Introw was founded in Belgium in May of this year and has already raised €1M.
Partner-assisted B2B sales platforms are proliferating, each entering from a different angle. The data-sharing model – where companies compare CRM overlap to find mutual access to prospects – is anchored by Crossbeam, which raised $116.9M, and Reveal, at $54.3M. Partner relationship management as a distinct CRM category has produced platforms like Torchlite ($7.3M) and Pronto ($10.4M). D2C-focused partner advertising networks have attracted Partnar ($379K) and Re:invent ($150K).
Introw fits within this broader wave, but it has one feature that stands out: what the company calls co-selling, meaning the ongoing coordination between seller and introducer after the initial connection is made.
The typical partner program ends at the handoff. An introducer makes a connection, the seller says thank you, and the introducer has no visibility into what happens next – even though their commission depends on it. Introw solves this by automatically notifying introducers of relevant CRM updates: if a deal's expected close date slips by six months, the introducer finds out and can act on it. They can ask what happened, offer context from their own relationship with the buyer, or push the conversation forward from their end.
This sounds like a minor detail but it isn't. Keeping counterparties informed during long sales cycles is one of the more underrated value drivers in B2B relationships. As the startup Hona demonstrated – [covered here](/review/sledujushhij-raz-zaplatit-tolko-schastlivyj) – in the legal services vertical: a platform that does nothing but automatically notify clients when their case status changes in the firm's project management system raised $2.6M, because it eliminated a constant source of friction and kept clients engaged rather than anxious. The principle transfers directly to partner sales: visibility reduces churn in the relationship, and a well-informed introducer is a more effective one.
Warm introduction infrastructure is the clearest direction here.

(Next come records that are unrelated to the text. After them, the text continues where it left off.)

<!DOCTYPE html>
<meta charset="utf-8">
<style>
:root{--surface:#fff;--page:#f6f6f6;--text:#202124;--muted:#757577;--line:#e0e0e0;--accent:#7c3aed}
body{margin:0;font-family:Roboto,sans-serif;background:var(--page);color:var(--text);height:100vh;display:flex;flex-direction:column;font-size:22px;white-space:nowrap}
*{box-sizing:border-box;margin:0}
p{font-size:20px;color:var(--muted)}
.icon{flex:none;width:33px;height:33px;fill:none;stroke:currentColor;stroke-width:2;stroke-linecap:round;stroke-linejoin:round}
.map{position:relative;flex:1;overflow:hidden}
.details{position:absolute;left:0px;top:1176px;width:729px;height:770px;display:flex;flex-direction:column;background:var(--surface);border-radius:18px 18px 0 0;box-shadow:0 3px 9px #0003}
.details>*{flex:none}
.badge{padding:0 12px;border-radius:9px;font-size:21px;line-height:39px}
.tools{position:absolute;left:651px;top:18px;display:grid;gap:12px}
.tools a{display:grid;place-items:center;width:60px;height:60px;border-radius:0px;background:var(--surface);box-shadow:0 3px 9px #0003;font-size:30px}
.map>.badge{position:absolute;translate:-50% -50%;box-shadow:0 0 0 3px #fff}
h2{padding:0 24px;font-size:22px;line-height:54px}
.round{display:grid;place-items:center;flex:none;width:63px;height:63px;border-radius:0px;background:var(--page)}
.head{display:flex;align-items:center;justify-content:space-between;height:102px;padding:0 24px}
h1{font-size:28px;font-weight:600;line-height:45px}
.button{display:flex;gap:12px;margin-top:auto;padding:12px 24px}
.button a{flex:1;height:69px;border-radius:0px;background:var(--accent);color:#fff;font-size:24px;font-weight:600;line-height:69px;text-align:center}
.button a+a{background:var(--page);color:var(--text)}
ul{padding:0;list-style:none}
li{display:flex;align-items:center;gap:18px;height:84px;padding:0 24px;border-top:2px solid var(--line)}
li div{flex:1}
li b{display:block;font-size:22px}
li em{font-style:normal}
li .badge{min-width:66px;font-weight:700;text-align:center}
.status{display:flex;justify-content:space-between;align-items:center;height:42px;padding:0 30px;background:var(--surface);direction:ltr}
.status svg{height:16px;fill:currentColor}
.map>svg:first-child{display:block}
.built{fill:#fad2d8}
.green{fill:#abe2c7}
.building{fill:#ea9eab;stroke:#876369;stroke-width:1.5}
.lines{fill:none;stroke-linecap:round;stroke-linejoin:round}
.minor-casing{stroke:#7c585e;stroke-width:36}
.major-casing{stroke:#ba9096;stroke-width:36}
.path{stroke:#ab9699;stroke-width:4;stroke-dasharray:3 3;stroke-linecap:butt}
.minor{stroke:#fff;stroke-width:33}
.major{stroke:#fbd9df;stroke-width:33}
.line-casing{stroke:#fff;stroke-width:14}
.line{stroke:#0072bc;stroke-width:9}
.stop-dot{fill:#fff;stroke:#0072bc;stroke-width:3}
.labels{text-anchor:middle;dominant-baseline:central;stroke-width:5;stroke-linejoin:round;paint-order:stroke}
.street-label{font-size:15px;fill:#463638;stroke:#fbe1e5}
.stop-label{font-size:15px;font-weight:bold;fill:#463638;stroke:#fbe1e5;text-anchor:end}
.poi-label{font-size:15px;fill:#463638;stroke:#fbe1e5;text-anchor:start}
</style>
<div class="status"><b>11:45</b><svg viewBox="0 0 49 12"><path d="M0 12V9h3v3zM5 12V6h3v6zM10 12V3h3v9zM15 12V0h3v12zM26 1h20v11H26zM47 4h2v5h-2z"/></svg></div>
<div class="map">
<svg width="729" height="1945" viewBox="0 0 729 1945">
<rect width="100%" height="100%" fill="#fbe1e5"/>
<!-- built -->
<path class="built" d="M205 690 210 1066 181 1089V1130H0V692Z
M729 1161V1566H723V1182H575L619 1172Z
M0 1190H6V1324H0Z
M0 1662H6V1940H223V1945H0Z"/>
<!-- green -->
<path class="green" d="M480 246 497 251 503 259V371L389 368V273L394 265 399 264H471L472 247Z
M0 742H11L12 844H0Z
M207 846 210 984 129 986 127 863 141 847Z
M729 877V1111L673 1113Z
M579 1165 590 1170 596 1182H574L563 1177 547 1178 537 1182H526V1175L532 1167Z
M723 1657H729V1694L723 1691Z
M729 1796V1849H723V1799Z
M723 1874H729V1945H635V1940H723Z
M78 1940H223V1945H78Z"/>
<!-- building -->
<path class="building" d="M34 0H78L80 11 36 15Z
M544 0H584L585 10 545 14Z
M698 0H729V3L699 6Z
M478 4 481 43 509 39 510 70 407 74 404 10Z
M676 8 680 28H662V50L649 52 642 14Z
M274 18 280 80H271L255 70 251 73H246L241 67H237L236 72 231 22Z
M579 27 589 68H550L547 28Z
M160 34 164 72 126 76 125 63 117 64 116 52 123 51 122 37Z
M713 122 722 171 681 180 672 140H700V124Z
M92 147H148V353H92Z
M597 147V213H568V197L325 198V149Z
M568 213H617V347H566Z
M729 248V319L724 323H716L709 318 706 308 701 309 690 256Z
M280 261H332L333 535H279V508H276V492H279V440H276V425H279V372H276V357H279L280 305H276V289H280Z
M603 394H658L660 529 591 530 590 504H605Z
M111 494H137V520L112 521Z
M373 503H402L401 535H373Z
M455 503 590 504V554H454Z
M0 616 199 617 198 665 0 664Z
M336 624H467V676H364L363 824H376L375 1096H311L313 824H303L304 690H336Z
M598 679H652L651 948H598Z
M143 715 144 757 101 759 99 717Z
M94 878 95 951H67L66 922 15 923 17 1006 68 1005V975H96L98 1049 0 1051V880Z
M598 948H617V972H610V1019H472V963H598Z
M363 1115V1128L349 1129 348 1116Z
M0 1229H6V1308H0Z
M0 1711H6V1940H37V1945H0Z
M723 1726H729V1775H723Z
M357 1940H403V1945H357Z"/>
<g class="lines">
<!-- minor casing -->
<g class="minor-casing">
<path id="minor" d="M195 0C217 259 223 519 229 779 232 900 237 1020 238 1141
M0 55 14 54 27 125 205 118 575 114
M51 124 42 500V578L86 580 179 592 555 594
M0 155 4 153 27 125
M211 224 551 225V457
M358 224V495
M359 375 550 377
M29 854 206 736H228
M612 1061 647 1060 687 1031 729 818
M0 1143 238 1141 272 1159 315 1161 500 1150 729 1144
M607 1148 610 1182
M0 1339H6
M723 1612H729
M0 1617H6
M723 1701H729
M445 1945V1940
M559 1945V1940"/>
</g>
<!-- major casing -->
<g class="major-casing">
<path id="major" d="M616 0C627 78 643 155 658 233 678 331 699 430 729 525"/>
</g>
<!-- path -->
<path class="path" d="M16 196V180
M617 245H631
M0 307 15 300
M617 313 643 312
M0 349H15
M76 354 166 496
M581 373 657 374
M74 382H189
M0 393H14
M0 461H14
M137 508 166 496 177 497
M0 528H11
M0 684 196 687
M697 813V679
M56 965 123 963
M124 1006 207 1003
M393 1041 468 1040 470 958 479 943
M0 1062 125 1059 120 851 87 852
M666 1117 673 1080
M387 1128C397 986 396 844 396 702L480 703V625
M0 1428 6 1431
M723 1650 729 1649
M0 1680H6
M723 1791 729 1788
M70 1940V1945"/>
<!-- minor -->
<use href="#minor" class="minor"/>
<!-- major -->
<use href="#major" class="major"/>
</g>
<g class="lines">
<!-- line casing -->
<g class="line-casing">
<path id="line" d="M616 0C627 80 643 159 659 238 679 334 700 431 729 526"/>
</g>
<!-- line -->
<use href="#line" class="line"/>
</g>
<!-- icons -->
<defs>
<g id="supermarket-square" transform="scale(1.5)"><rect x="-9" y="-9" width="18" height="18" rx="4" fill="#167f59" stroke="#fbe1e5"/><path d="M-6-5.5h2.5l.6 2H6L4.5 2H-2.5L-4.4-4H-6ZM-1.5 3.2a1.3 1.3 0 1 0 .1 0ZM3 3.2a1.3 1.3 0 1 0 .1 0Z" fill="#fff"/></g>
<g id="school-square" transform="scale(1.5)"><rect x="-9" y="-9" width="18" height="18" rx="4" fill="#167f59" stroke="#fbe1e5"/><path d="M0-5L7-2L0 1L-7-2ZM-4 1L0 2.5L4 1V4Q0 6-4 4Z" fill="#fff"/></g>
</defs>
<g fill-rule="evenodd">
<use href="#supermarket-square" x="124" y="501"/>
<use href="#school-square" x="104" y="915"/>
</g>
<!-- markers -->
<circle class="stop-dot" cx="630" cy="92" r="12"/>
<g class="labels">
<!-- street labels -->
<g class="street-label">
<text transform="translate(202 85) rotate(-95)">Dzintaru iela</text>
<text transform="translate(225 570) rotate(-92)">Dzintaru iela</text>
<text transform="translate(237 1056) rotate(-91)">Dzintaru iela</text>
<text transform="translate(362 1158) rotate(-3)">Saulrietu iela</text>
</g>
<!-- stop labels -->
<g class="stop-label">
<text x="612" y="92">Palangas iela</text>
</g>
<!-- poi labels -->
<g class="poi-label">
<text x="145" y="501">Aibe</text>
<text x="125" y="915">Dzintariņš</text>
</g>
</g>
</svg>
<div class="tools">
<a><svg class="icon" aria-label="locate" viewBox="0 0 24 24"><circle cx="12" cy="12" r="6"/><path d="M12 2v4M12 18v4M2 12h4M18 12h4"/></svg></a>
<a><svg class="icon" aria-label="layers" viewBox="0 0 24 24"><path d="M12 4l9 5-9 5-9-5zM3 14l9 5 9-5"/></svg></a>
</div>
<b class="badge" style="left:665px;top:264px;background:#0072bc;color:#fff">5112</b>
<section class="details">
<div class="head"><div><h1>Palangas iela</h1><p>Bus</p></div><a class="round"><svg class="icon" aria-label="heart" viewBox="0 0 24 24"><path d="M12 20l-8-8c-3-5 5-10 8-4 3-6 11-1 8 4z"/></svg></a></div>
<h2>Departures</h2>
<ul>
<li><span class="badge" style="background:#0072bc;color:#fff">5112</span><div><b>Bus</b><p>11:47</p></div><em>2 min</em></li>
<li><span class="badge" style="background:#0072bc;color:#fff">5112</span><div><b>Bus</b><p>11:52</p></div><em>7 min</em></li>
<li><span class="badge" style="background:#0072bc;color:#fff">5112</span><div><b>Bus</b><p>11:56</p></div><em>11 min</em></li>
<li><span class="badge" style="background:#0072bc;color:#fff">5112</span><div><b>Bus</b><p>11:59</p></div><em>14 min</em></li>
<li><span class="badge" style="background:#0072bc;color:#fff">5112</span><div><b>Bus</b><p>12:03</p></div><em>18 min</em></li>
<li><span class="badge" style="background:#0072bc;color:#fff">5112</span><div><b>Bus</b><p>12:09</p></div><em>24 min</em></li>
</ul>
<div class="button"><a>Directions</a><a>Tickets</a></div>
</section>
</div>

The market need is well-established – 27 touchpoints per B2B deal is a problem every sales organization recognizes – and the 10x conversion premium on warm versus cold outreach is a number that makes a business case write itself. The category of partner-assisted sales platforms has already attracted substantial investment at the data-sharing end (Crossbeam, Reveal) and the PRM end (Torchlite, Pronto). What's less developed is the introduction-brokering layer: tooling that actively identifies who in a company's extended network can make a specific introduction and makes it easy to ask them.

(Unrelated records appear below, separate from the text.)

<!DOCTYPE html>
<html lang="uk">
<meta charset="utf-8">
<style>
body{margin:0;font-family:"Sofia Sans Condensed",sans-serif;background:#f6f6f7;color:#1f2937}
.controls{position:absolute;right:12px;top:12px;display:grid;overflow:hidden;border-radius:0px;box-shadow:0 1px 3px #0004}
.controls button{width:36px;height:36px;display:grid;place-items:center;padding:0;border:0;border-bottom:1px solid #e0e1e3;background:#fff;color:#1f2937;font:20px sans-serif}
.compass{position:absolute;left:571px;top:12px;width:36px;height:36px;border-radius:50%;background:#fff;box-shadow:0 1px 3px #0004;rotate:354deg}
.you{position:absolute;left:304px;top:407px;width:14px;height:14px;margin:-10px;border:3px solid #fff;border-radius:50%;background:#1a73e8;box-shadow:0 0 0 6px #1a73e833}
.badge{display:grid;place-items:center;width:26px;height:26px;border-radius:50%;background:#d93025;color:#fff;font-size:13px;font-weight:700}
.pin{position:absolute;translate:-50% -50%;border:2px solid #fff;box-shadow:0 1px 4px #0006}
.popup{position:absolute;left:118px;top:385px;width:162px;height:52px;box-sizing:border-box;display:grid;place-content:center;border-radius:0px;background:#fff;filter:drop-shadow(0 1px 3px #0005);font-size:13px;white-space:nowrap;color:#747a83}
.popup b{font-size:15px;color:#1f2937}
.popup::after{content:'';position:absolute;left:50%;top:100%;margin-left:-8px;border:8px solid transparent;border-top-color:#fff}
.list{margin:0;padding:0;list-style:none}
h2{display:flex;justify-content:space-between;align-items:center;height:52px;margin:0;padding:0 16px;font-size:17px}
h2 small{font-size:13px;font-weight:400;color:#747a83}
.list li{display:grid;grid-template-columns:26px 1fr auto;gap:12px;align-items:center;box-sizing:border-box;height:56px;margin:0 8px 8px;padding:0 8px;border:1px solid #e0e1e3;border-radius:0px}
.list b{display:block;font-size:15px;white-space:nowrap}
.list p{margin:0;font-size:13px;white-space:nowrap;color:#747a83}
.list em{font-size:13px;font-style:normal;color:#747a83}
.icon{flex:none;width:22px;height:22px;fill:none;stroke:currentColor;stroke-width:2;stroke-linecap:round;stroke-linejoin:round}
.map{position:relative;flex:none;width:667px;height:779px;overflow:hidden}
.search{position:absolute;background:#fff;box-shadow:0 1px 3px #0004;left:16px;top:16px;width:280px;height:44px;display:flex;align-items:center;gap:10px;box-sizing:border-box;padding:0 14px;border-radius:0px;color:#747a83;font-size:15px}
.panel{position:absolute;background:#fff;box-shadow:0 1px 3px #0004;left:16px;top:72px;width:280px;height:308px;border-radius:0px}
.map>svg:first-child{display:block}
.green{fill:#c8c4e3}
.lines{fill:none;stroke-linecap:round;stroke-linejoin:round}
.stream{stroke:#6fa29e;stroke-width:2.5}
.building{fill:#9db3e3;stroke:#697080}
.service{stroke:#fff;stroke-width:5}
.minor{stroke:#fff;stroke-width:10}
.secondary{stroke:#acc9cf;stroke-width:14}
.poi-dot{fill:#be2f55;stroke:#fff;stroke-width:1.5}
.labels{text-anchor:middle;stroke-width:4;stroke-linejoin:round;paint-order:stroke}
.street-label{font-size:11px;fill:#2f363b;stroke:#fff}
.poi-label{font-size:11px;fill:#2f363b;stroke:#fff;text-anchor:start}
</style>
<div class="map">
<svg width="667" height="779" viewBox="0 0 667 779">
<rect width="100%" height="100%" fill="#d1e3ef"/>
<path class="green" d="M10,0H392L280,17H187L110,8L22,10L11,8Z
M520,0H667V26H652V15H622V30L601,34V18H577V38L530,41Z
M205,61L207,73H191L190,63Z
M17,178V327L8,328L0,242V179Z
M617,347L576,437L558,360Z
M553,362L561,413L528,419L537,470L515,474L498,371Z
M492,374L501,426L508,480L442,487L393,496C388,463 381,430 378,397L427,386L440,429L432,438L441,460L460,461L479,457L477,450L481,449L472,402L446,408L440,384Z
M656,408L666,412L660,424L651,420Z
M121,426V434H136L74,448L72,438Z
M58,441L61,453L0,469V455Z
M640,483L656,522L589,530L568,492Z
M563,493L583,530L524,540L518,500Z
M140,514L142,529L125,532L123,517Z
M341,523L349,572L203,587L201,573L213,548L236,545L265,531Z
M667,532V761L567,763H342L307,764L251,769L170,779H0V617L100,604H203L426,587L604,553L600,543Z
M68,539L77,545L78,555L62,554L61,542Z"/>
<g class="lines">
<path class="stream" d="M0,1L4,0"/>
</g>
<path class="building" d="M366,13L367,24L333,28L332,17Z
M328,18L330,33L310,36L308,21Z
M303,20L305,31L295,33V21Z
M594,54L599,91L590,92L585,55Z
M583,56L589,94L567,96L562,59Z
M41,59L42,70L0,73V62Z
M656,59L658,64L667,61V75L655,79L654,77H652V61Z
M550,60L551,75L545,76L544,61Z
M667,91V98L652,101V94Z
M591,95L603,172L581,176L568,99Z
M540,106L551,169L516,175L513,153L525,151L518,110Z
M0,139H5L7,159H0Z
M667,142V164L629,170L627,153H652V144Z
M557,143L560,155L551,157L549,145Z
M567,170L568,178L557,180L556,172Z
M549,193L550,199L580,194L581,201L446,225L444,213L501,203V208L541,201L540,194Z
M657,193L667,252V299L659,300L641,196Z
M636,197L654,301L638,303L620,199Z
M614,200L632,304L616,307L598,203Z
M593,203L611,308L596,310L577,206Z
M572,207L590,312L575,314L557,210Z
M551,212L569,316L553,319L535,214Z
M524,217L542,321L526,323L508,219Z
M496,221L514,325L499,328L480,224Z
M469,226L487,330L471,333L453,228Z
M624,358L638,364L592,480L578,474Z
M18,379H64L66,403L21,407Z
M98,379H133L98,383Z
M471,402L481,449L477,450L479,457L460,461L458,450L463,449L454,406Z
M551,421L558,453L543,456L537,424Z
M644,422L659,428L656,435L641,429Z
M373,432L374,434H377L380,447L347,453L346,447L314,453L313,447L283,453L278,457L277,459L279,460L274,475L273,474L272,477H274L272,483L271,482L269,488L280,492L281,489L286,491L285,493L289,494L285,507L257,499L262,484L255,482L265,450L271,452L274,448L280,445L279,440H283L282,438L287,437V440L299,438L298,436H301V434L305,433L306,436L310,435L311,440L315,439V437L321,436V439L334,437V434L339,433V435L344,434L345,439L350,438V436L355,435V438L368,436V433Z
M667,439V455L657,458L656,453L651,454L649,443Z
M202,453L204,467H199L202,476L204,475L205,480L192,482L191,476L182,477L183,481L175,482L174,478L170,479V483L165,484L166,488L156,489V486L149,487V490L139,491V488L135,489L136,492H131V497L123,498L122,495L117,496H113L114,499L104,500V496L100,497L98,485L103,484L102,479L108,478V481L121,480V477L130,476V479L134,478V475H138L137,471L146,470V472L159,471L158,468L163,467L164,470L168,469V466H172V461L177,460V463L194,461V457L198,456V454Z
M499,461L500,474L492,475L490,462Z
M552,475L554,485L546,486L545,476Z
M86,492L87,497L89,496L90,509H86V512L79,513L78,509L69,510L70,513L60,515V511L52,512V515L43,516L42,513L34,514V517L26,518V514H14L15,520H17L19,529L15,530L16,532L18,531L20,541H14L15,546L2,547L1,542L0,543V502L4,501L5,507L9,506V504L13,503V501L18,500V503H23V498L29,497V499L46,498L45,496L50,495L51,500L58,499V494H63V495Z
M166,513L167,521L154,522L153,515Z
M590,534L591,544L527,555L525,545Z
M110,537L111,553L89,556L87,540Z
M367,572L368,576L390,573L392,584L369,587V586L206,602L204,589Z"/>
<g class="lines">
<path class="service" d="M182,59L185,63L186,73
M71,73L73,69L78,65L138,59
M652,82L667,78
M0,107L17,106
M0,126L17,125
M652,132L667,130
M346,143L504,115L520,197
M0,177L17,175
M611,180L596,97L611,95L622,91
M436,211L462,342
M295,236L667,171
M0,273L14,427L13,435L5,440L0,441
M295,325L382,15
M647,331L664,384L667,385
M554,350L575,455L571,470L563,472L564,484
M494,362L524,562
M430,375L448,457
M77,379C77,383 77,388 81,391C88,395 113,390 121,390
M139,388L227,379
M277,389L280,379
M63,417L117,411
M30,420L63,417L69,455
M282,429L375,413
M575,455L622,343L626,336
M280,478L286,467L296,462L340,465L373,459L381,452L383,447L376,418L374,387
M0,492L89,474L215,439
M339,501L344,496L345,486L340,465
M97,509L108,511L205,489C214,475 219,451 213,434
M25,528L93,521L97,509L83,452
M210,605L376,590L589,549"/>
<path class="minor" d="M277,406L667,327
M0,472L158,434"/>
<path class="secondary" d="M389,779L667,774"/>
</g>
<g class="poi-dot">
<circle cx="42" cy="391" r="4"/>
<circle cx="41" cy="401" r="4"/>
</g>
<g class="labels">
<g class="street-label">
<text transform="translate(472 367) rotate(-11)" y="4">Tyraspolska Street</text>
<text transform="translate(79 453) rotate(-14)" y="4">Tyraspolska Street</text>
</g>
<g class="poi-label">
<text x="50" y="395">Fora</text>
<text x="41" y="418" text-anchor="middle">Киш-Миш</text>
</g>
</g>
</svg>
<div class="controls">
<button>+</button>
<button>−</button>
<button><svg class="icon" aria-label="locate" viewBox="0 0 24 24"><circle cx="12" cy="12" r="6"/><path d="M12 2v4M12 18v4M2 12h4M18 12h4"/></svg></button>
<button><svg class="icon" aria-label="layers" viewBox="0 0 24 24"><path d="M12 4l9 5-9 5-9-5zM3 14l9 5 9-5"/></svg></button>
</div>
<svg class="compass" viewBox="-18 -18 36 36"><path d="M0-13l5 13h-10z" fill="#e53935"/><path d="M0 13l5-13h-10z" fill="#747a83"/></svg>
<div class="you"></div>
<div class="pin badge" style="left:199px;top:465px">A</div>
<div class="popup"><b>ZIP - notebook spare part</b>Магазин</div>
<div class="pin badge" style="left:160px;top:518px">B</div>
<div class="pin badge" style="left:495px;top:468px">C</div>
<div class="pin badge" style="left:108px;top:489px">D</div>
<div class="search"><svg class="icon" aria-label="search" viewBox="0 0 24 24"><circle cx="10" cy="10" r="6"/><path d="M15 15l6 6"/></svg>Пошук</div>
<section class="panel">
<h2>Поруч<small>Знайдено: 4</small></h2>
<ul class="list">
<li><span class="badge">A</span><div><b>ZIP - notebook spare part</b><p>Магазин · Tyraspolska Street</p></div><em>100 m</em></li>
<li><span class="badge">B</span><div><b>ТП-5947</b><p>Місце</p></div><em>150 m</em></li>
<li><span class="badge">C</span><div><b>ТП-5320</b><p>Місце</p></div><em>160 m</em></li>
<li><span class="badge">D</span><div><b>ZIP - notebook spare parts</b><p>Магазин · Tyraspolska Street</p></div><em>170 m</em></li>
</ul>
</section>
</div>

The co-selling feature – keeping introducers informed of deal progress so they can stay engaged and intervene when needed – is the most defensible part of Introw's product. It solves a problem that generic CRMs don't: the three-way coordination between seller, introducer, and buyer over the duration of a long sales cycle. Building this as a standalone feature, deeply integrated with existing CRMs like Salesforce or HubSpot, could be more powerful than a new platform. The companies that already use Crossbeam or Reveal have the data infrastructure; what they're missing is the workflow layer that turns partner overlap into coordinated action.